RE: [Syslog-sec] Syslog protocol - UTF-8 encoding

Robert Horn Fri, 03 Jun 2005 10:40:05 -0700

Sorry, ASCII is an exact subset of Unicode encoded in UTF-8.  There is no
problem for syslog.  The problem is unique to Japan.  The Japanese
predominantly use the family of charactersets called ISO 2022-JP by the
IETF.  This family includes two 7-bit charactersets in addition to the
multi-byte characters for Kanji.  One of these 7-bit charactersets is the
same as ASCII with the sole exception of the backslash character.

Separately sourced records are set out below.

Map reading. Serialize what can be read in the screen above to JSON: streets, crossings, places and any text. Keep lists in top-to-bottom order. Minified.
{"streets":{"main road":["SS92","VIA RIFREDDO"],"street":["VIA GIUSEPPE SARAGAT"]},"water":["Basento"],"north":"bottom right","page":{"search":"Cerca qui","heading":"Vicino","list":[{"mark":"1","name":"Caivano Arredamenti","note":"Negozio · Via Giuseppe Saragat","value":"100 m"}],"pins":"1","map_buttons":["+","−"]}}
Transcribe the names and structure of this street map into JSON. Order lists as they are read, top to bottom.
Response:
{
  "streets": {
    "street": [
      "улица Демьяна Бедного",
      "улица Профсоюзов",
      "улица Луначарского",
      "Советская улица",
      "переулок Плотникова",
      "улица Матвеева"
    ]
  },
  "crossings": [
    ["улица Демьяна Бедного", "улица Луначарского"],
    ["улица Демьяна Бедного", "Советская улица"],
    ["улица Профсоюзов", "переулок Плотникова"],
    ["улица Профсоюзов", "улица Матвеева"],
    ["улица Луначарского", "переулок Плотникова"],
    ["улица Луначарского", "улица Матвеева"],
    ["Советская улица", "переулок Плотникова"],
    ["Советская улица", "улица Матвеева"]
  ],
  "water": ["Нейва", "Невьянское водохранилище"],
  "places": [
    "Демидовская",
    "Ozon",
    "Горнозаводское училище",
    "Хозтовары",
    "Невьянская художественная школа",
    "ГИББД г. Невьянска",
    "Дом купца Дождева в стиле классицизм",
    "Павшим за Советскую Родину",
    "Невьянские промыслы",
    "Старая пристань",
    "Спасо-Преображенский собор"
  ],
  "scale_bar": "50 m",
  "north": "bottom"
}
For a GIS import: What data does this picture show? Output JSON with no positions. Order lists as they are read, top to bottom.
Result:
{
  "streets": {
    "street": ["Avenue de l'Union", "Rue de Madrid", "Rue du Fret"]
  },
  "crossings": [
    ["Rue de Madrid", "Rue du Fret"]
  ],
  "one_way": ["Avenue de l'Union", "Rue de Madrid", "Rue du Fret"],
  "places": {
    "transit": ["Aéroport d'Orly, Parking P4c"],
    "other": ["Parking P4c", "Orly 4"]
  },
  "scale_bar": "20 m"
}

The result is that this Japanese variation is frequently called "ASCII"
even though it differs in one character.  It is almost always used for
displaying and editing files that are supposed to be kept in ASCII.  This
only introduces problems when the backslash character is used.  Many
commonly deployed systems do not have a strictly compliant ASCII mode
because this is not useful in Japan.  You just accept the occasional
confusion between the yen sign and the backslash.  This worked quite well
until CPM and MSDOS started using the ASCII backslash character.  Before
then it was quite rare in ordinary text files where the proper Japanese
backslash is encoded in the Japanese 7-bit set rather than the ASCII 7-bit
set.  (The Japanese 7-bit set is encoded into the range 128-255 when using
ISO 2022-JP.)

The problem has gotten worse as people try to adapt to a world where ISO
2022-JP coexists with UTF-8 Unicode.  Some user interfaces try to help out
by doing character substitutions.  This makes things worse, since the
logical substitution in Japan is to use the most common Japanese form of
backslash, which is not the ASCII backslash.   Someday in the distant
future the transition to a uniform character coding will be complete, but
for the near future these transitional behaviors will exist.  I expect that
some Japanese systems will use syslog without using multi-byte characters.
They will stick to their "ASCII" subset from the ISO 2022-JP family, will
not convert their Kanji to Unicode, and will not attempt to send Kanji as
part of a syslog message.  That is a very reasonable behavior.  They are
the people who need the reminder about the backslash.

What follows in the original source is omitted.